Non è un caso che, malgrado il categorico rifiuto iniziale, in uno dei suoi blackout da Infermiterol si ritrovi su un treno diretto verso il funerale della madre di Reva. Un’occasione che inevitabilmente risveglia i fantasmi del passato: capiamo che alla base del desiderio di oblio c’è il trauma profondo di un’infanzia segnata dal matrimonio fallimentare dei genitori, dalla morte del padre devastato dal cancro, e dalla tragedia etilica di una madre anaffettiva scomparsa poche settimane dopo. Ma soprattutto, al di là dell’oggettività dei fatti, il più grande di tutti i lutti: l’assenza del lutto.

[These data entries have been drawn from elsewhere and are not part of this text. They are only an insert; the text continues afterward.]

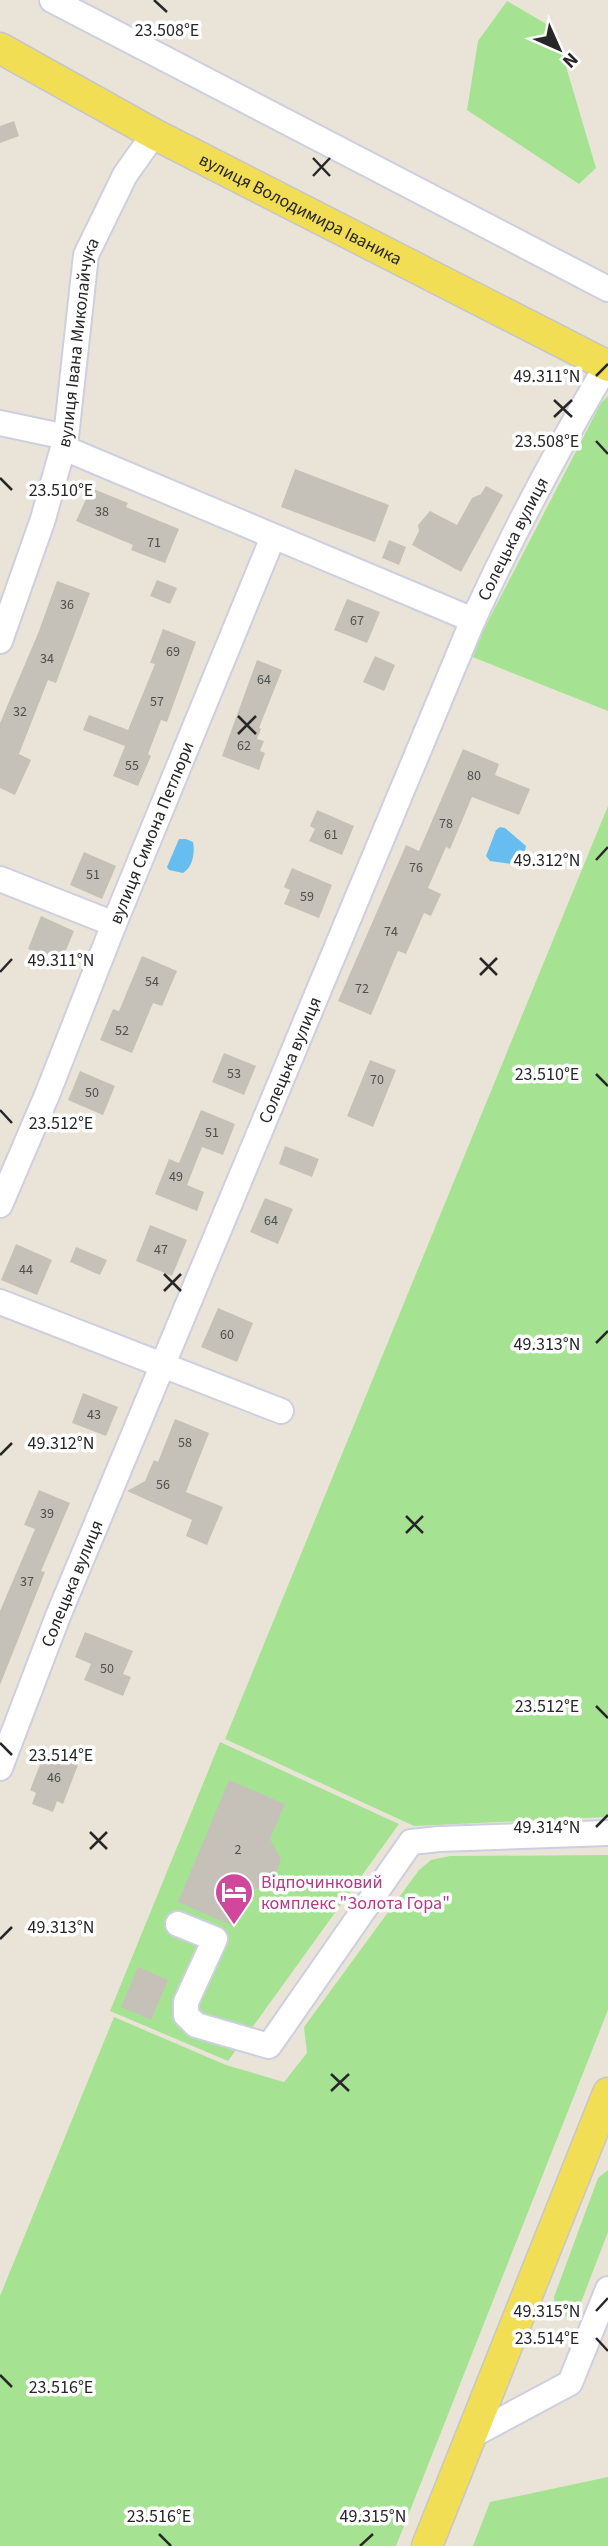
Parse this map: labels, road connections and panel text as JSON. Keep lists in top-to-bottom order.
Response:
{
  "streets": {
    "main road": ["вулиця Володимира Іваника"],
    "street": ["вулиця Івана Миколайчука", "Солецька вулиця", "вулиця Симона Петлюри"]
  },
  "crossings": [
    ["вулиця Володимира Іваника", "вулиця Івана Миколайчука"],
    ["вулиця Володимира Іваника", "Солецька вулиця"]
  ],
  "places": {
    "hotel": ["Відпочинковий комплекс \"Золота Гора\""]
  },
  "house_numbers": [
    "38",
    "71",
    "36",
    "67",
    "69",
    "34",
    "64",
    "57",
    "32",
    "62",
    "55",
    "80",
    "78",
    "61",
    "76",
    "51",
    "59",
    "74",
    "54",
    "72",
    "52",
    "53",
    "70",
    "50",
    "51",
    "49",
    "64",
    "47",
    "44",
    "60",
    "43",
    "58",
    "56",
    "39",
    "37",
    "50",
    "46",
    "2"
  ],
  "north": "bottom right",
  "coordinates": [
    "23.508°E",
    "49.311°N",
    "23.510°E",
    "49.312°N",
    "23.512°E",
    "49.313°N",
    "23.514°E",
    "49.314°N",
    "49.315°N",
    "23.516°E"
  ]
}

Volevo conservare la casa come una lettera d’amore. Era la prova che non ero sempre stata sola al mondo. Ma mi stavo anche aggrappando alla perdita, al vuoto della casa, come per confermare a me stessa che era meglio essere soli che intrappolati con persone che avrebbero dovuto amarti ma non potevano farlo.

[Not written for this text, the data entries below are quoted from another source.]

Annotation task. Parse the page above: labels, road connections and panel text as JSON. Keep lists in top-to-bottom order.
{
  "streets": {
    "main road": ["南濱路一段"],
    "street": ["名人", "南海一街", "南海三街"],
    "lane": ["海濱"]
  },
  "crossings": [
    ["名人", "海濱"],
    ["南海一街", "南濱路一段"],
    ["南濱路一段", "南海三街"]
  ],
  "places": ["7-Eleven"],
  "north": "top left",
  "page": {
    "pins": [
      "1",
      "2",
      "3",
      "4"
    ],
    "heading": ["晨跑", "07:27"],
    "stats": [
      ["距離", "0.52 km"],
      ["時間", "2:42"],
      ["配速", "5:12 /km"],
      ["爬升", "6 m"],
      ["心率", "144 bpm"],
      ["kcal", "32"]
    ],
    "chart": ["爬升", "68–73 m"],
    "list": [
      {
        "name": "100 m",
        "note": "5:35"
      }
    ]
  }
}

Il rapporto disfunzionale con il mondo, con il sesso, con le relazioni umane e con i farmaci scaturisce proprio dall’essere cresciuta in un contesto privo di amore, in cui il desiderio di provare sentimenti non può che condurre all’implosione.

Le oltre duecento pagine di diario egoriferito di una narcolettica volontaria scorrono rapide grazie alla capacità di Mensfegh di intervallare alla monotonia farmacologica i toni dolenti della complessa elaborazione del dolore e della costruzione di una personalità, le scene spezzettate, ma note al pubblico, di grandi classici del cinema anni ’80 su cui troneggia la figura di Whoopi Goldberg, e non per ultimi gli accenti satirici e parodistici che caratterizzano il ritratto dell’alta società newyorkese degli anni 2000, fatta di apparenze e velleità artistiche prive di qualsiasi sostanza. Una società alla quale la “privilegiata” protagonista appartiene consapevolmente, tanto da mercificare in qualche modo – un po’ per utilitarismo e un po’ per semplice bisogno di attenzioni – il suo esperimento di rigenerazione.

L’anno soporifero giunge infine al compimento. L’epifania arriva in un pomeriggio al Met, si traduce nella vendita della casa dei genitori e sembra lasciare la sensazione sperata di calma e morbidezza. Con questi elementi in mano, Ottessa Moshfegh cede a noi lettori l’interpretazione di un epilogo inatteso, che si apre alla tragedia dell’11 settembre incrociando un’ultima volta sfera sociale e privata.